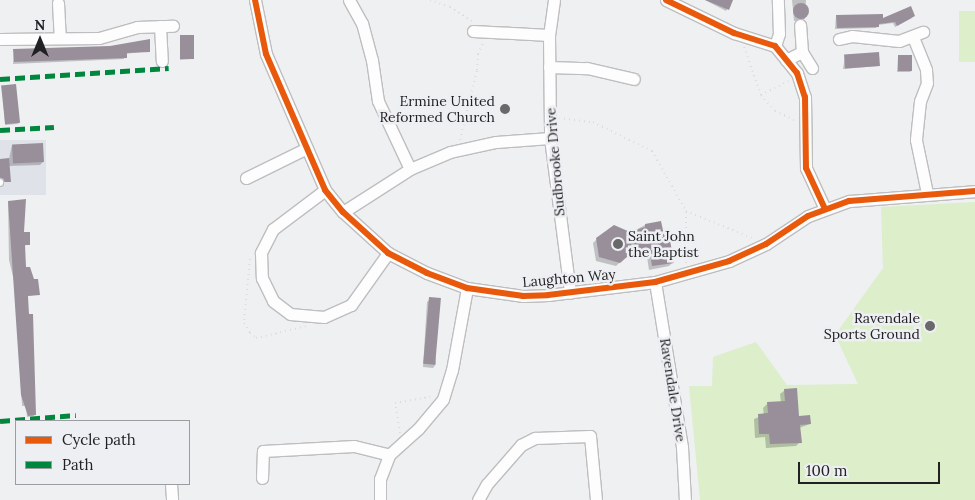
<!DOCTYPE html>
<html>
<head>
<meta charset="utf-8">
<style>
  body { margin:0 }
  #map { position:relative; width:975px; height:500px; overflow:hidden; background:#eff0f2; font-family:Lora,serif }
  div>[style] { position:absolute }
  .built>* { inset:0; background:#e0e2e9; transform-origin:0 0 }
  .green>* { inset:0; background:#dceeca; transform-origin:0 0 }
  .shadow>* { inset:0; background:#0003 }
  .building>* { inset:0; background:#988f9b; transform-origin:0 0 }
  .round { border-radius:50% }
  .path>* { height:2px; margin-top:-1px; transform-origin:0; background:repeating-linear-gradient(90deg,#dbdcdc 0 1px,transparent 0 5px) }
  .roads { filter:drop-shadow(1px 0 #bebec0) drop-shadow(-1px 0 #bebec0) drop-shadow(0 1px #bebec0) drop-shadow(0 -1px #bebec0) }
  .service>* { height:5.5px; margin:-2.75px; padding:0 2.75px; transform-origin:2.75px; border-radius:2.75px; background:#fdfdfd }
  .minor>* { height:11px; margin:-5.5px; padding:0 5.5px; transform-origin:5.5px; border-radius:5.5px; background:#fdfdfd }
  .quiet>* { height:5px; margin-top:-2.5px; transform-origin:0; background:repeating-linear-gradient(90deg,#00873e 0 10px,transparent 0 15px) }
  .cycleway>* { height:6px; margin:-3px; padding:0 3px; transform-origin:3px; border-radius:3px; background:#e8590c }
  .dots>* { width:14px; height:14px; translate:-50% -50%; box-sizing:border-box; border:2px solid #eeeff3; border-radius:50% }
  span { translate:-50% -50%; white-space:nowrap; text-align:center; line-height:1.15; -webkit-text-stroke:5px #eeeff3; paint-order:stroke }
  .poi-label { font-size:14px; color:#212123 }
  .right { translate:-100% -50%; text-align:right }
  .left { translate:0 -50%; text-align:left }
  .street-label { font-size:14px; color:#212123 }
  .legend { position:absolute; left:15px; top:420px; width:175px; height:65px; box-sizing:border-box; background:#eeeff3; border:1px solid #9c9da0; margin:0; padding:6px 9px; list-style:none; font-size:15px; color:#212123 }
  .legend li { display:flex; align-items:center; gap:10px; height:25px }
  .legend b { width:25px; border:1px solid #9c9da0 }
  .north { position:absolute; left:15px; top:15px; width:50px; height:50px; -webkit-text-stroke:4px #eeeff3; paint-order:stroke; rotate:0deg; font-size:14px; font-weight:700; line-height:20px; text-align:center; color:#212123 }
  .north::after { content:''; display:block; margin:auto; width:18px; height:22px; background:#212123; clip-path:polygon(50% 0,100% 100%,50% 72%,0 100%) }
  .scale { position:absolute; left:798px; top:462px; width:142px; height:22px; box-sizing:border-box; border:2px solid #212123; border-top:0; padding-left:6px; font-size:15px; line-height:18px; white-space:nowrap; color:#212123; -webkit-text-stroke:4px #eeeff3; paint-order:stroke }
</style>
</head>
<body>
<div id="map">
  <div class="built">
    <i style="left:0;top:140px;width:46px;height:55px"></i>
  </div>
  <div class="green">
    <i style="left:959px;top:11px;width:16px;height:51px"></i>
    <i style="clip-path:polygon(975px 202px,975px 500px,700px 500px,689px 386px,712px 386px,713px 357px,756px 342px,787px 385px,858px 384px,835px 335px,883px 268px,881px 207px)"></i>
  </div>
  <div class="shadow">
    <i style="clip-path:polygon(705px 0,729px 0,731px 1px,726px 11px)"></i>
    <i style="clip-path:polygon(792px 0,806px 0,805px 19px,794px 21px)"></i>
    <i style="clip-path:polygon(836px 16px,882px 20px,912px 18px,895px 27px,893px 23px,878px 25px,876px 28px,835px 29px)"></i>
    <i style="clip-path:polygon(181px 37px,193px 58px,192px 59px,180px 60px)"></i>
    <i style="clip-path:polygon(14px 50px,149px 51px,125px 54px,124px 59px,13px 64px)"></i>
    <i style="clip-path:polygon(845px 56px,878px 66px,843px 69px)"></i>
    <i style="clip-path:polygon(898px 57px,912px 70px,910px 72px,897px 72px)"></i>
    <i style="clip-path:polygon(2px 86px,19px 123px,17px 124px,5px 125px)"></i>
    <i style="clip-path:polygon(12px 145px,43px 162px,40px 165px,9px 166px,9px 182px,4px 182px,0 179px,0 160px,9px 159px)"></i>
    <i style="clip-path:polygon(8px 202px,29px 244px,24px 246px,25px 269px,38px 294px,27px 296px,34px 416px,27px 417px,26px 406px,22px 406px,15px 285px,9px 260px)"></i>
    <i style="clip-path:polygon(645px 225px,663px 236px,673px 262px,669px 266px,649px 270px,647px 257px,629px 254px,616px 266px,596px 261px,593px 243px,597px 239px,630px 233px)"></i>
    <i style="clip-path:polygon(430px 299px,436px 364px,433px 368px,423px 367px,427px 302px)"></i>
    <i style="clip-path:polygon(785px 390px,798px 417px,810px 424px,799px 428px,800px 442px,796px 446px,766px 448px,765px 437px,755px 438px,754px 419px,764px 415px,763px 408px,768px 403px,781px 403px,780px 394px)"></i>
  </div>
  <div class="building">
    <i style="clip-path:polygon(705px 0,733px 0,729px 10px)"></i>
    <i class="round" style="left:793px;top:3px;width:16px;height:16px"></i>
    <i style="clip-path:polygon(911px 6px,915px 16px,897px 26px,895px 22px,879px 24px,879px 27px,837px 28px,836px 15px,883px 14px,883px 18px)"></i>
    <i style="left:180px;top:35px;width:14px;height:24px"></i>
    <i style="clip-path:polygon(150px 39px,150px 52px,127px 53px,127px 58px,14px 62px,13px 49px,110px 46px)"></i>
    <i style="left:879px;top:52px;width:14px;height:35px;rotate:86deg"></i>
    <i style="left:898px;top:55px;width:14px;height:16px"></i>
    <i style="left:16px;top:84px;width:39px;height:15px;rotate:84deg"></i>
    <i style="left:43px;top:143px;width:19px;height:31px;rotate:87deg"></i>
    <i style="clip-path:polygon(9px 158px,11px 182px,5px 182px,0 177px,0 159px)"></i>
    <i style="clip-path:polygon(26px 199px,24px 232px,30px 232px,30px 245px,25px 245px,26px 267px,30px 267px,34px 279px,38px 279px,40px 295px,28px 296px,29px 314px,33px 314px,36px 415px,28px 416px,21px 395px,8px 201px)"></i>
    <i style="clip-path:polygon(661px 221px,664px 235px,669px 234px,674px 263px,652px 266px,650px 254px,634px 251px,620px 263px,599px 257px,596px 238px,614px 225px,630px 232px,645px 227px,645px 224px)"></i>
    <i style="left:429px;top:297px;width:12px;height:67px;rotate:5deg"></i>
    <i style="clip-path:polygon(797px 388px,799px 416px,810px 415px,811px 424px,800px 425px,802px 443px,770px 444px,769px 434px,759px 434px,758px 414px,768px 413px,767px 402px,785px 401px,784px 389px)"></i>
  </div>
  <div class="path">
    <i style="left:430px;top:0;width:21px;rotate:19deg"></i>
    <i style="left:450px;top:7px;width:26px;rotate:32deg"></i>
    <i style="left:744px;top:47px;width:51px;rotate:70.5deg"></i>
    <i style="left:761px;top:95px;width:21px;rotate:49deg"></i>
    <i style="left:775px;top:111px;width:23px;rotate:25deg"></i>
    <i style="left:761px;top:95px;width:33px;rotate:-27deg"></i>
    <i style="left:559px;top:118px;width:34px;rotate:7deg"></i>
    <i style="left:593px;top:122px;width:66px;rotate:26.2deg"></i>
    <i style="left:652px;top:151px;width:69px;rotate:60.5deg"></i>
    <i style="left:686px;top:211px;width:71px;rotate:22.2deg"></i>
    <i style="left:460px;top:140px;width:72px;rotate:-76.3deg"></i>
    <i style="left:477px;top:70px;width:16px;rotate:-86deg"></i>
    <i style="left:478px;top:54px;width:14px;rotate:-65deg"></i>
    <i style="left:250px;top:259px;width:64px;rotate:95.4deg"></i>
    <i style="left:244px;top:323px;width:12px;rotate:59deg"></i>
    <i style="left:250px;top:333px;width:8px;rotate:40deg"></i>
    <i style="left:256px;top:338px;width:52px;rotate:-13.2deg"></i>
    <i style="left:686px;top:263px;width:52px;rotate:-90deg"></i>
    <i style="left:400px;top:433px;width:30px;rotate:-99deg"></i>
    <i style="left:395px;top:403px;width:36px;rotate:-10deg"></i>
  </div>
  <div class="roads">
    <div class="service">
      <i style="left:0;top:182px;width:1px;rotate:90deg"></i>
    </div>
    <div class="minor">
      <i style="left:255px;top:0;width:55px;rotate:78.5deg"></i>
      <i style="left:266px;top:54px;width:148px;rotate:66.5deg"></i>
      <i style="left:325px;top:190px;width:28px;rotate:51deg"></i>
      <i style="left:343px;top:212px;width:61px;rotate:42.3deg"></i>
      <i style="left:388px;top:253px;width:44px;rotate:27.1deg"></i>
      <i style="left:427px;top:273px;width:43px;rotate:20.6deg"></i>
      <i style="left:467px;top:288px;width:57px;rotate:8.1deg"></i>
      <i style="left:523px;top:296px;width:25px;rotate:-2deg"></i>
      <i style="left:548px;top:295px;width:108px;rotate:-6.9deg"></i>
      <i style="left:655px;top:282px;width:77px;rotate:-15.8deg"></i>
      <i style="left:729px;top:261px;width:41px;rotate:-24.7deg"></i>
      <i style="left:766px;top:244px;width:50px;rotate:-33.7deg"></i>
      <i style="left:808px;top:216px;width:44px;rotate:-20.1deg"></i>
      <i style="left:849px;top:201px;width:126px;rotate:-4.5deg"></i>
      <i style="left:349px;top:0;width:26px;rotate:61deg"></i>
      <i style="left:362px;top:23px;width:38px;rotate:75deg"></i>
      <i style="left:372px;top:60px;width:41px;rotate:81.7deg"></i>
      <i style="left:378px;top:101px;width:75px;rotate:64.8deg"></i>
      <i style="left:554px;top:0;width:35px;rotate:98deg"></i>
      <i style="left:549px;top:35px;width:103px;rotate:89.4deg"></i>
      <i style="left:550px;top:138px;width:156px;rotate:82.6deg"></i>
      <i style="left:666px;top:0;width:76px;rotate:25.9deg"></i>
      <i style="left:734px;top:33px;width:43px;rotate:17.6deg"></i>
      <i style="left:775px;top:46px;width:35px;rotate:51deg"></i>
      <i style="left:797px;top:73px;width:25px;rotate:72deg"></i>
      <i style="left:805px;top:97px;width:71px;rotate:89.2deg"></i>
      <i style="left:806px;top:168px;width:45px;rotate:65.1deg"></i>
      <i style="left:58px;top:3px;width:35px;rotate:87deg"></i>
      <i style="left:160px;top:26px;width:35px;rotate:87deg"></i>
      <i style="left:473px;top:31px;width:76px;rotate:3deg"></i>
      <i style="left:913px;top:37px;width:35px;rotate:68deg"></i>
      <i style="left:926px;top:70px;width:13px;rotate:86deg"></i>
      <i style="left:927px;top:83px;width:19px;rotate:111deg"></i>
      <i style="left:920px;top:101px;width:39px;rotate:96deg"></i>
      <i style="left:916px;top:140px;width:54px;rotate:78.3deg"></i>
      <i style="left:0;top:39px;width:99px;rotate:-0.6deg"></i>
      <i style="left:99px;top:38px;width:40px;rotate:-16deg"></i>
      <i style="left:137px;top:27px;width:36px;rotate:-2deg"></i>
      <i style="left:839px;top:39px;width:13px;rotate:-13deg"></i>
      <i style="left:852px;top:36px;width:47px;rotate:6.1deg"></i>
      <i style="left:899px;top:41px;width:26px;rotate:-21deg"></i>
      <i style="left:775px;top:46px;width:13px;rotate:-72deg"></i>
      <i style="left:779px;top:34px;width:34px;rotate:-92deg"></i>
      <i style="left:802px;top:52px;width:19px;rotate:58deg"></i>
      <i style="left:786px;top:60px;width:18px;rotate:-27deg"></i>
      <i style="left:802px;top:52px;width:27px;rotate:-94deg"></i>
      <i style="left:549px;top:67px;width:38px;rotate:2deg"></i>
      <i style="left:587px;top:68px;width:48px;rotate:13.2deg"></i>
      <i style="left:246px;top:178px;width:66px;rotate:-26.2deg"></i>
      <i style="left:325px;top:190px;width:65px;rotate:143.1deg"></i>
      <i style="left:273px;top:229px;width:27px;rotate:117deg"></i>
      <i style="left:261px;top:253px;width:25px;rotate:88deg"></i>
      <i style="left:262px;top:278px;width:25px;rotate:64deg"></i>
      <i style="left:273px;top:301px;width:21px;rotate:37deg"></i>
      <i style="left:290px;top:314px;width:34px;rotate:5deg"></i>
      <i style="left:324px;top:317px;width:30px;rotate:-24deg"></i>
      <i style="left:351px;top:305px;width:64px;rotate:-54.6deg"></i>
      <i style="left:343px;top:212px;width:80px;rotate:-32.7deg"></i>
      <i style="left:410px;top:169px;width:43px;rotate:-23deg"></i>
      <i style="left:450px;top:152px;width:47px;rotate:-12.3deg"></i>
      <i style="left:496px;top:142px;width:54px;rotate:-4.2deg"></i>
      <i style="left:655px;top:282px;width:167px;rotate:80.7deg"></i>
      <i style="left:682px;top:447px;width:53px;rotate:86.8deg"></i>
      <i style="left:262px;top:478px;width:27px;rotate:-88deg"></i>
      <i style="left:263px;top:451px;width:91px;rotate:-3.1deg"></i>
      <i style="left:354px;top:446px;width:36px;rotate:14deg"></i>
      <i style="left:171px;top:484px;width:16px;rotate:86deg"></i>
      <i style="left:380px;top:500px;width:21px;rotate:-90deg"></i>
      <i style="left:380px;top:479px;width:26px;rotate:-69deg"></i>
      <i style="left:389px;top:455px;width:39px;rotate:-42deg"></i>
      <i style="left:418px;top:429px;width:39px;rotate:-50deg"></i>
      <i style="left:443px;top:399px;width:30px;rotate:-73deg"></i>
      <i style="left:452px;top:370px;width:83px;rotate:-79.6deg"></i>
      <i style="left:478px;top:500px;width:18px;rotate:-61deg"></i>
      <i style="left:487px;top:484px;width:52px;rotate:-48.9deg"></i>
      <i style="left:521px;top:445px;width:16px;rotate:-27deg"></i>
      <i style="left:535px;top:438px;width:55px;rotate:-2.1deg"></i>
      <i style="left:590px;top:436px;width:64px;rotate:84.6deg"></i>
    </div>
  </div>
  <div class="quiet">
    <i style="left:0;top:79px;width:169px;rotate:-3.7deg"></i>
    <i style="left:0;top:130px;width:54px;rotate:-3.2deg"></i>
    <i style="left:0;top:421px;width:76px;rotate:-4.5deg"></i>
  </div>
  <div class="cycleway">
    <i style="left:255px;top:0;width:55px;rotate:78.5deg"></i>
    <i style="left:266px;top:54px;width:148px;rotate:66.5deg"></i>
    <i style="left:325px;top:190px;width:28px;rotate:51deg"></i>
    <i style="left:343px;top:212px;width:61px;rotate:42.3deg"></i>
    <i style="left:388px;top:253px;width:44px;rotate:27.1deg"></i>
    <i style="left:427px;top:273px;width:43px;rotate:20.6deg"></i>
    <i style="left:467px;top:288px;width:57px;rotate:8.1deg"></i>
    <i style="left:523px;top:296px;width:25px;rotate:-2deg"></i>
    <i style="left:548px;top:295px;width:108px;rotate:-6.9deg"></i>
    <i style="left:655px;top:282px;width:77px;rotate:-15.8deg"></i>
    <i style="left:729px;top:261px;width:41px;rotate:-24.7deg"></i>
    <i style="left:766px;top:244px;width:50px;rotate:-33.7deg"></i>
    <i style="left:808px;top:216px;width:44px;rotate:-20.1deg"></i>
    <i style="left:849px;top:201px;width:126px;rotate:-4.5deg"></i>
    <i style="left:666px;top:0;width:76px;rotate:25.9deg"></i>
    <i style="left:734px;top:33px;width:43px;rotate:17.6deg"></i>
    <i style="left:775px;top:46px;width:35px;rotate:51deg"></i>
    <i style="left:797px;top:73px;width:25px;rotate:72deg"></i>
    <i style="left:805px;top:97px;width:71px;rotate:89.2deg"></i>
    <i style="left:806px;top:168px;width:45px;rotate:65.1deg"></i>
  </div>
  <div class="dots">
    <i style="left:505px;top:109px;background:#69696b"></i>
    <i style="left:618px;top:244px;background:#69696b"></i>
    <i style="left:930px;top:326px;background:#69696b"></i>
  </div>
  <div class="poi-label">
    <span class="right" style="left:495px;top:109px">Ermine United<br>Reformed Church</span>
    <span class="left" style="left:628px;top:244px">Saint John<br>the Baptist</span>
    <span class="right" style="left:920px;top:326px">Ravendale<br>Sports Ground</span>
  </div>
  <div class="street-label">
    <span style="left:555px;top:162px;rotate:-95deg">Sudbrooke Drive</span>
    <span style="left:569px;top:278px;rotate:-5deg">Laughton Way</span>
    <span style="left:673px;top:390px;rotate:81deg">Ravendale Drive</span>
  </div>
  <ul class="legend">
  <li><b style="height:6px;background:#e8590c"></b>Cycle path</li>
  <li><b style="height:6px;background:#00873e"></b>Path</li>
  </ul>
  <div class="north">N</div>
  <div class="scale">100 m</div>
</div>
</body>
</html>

--- Try it ---
Only lines holding "white" are wanted; copy all of them from the listing.

--- Answer to this exercise ---
  span { translate:-50% -50%; white-space:nowrap; text-align:center; line-height:1.15; -webkit-text-stroke:5px #eeeff3; paint-order:stroke }
  .scale { position:absolute; left:798px; top:462px; width:142px; height:22px; box-sizing:border-box; border:2px solid #212123; border-top:0; padding-left:6px; font-size:15px; line-height:18px; white-space:nowrap; color:#212123; -webkit-text-stroke:4px #eeeff3; paint-order:stroke }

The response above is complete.